Work order
The job is to find each line in the entries holding the string "center" and copy that line.
* * * * * * *
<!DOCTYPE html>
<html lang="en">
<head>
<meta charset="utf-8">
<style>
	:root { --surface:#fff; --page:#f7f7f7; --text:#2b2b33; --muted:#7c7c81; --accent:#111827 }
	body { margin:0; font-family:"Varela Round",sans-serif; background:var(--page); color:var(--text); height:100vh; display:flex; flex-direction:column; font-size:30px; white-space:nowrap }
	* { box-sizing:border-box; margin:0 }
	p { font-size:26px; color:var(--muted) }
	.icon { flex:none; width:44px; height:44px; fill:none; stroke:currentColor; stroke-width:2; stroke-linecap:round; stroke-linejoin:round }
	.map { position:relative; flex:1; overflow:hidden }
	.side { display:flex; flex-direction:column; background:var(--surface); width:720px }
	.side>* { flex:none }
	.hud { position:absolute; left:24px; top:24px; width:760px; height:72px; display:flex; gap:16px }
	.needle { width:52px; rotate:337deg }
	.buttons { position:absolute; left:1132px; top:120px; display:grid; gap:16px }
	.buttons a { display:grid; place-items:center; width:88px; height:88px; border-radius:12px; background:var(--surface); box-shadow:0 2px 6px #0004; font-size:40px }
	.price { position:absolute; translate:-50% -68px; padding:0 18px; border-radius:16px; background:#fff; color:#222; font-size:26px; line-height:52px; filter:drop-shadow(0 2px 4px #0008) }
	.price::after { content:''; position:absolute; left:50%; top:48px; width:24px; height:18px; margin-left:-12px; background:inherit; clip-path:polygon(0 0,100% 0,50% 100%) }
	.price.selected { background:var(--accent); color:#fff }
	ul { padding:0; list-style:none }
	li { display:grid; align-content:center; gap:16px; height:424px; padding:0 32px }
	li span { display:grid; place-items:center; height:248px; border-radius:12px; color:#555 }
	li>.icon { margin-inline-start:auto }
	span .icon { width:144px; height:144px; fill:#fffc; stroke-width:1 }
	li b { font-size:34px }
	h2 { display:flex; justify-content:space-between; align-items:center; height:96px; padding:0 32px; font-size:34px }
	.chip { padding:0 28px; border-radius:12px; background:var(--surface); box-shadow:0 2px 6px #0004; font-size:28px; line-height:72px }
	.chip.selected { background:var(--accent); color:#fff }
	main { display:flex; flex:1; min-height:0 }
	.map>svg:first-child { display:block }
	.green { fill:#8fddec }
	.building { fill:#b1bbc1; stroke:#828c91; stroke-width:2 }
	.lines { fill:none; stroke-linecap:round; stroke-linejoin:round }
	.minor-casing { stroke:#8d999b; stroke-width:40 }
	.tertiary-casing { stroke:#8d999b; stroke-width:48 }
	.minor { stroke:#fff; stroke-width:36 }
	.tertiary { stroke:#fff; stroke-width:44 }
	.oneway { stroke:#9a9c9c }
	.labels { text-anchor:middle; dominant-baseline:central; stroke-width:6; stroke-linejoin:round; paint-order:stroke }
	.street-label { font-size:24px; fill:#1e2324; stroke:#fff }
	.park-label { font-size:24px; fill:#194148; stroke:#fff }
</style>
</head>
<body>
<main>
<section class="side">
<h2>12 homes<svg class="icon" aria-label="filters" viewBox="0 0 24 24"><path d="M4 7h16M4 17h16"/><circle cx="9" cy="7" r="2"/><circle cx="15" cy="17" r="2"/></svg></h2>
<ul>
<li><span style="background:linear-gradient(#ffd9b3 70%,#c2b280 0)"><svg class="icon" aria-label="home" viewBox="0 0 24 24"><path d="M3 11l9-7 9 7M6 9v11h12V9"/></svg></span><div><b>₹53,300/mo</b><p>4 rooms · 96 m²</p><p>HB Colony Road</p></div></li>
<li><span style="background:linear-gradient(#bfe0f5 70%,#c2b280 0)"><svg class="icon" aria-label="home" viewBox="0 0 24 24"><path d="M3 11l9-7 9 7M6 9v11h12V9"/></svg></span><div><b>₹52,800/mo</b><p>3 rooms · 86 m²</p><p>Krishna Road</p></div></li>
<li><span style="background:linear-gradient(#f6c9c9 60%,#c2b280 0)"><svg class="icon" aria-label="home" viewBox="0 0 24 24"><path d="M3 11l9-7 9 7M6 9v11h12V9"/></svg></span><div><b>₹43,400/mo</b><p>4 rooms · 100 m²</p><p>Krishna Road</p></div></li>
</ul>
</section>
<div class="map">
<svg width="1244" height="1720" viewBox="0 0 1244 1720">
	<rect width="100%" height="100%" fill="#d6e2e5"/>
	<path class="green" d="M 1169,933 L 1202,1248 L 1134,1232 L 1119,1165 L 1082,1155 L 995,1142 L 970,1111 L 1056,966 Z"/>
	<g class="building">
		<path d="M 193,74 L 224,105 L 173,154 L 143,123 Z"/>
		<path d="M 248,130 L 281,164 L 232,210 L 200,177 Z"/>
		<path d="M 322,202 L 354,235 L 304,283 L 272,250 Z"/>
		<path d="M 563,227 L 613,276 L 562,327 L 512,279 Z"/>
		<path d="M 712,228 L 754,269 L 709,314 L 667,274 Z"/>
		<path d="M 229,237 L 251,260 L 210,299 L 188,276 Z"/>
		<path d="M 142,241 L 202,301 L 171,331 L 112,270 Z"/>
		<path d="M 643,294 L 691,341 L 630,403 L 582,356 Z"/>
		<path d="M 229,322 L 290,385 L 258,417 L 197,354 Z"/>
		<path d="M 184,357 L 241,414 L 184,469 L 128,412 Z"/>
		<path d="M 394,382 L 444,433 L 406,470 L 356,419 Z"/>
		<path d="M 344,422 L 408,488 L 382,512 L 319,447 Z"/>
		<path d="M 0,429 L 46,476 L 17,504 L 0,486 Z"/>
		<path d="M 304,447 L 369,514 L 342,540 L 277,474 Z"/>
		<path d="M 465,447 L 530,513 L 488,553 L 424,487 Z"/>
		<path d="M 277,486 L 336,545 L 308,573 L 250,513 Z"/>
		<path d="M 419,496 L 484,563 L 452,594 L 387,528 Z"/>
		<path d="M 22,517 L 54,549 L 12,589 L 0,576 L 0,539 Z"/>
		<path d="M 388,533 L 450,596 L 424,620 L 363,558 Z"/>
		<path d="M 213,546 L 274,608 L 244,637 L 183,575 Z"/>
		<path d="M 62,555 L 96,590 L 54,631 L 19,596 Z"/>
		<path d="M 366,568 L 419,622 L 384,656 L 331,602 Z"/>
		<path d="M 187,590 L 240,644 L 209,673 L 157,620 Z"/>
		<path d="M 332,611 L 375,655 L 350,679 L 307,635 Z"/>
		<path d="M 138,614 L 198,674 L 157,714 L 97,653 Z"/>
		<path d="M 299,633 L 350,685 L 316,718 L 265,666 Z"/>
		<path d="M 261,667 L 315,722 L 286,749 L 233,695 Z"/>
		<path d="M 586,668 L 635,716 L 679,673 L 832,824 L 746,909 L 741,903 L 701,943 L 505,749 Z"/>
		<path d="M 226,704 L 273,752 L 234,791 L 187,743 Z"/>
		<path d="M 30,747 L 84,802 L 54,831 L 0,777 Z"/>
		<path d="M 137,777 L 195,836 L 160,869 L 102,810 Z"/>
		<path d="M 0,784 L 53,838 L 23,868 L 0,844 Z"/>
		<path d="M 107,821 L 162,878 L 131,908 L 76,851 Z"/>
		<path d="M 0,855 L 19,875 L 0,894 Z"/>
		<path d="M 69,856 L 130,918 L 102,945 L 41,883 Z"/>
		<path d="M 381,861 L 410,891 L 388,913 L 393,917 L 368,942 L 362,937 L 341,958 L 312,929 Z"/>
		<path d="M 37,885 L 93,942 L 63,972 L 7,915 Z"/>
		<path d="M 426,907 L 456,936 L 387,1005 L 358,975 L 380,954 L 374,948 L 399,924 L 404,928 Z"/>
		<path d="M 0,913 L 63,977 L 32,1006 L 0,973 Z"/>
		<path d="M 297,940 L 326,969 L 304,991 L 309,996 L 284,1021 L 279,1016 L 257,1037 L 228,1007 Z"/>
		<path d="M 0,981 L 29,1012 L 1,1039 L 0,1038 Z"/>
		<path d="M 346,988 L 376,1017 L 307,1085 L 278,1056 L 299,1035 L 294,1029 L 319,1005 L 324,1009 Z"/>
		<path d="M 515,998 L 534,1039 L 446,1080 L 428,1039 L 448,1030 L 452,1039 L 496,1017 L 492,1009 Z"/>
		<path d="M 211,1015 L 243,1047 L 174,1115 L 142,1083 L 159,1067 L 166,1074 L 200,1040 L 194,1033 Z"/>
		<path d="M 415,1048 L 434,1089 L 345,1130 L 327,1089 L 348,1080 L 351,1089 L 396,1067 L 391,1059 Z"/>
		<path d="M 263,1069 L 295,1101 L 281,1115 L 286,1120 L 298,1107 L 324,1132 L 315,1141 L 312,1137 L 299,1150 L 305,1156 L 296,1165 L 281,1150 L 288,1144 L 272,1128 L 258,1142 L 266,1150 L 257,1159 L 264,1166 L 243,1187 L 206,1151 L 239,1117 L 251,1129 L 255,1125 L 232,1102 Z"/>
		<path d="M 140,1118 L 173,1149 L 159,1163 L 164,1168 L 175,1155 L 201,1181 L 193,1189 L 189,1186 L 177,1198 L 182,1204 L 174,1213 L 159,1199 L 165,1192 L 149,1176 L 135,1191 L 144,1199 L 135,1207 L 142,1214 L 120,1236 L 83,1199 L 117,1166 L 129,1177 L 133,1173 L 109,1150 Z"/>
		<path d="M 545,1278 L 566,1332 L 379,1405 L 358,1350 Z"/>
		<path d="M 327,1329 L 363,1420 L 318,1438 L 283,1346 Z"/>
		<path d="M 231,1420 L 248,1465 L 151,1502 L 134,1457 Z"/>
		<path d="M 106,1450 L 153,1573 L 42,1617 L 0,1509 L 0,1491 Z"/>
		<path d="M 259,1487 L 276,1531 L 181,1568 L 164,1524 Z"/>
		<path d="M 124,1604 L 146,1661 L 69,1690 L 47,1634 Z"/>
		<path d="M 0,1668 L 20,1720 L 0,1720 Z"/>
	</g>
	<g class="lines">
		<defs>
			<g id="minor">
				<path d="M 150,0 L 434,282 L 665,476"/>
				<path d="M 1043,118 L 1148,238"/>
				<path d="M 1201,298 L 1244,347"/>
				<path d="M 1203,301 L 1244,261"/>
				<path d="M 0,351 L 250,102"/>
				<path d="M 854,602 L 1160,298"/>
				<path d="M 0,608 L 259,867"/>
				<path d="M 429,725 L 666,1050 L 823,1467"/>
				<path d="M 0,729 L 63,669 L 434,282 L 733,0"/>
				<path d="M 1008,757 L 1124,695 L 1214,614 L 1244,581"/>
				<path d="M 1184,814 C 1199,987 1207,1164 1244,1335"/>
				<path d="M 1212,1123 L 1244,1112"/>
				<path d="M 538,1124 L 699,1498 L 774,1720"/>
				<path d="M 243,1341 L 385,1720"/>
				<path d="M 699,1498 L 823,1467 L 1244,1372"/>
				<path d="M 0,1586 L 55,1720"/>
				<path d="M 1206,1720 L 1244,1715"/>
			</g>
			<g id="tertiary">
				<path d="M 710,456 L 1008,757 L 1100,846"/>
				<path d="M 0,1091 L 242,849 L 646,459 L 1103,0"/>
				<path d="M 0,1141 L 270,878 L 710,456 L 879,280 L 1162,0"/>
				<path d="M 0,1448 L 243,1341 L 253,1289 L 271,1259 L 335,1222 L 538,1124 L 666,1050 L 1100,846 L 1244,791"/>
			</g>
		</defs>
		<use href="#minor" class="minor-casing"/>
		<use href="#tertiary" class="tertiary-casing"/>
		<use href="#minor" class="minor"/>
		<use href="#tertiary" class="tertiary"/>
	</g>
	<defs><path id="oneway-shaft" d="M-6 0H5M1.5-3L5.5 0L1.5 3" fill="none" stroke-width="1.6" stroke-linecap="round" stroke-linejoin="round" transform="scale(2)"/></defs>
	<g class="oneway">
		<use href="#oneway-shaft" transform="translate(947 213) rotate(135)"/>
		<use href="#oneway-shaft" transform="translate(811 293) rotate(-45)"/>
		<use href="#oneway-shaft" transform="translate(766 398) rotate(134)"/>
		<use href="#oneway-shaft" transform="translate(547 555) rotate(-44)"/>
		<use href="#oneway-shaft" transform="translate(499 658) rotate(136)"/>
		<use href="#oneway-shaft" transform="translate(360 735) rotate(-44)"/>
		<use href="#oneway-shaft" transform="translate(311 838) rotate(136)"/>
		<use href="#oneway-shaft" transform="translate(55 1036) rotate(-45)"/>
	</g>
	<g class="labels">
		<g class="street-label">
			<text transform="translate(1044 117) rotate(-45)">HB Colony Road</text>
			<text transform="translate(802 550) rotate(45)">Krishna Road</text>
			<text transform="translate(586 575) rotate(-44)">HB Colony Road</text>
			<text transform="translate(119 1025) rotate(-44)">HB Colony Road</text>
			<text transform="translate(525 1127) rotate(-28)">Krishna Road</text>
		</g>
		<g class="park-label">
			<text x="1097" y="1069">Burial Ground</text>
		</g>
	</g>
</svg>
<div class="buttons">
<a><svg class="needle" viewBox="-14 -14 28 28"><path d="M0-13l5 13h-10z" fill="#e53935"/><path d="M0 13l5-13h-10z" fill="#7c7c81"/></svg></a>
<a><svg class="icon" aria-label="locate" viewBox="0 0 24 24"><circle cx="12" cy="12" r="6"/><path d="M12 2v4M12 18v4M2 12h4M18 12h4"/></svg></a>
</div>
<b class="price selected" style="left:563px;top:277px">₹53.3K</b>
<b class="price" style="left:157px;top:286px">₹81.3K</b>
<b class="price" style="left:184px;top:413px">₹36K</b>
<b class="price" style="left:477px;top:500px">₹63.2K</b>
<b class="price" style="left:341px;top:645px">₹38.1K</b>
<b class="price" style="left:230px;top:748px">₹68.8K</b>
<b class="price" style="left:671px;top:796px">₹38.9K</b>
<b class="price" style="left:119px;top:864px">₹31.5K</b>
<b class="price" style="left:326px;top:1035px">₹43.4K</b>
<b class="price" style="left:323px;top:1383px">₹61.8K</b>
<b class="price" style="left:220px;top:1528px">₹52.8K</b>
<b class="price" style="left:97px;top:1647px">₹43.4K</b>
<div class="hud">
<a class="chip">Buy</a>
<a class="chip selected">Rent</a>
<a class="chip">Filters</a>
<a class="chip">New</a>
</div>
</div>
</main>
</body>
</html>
* * * * * * *
Answer to this problem
	.buttons a { display:grid; place-items:center; width:88px; height:88px; border-radius:12px; background:var(--surface); box-shadow:0 2px 6px #0004; font-size:40px }
	li { display:grid; align-content:center; gap:16px; height:424px; padding:0 32px }
	li span { display:grid; place-items:center; height:248px; border-radius:12px; color:#555 }
	h2 { display:flex; justify-content:space-between; align-items:center; height:96px; padding:0 32px; font-size:34px }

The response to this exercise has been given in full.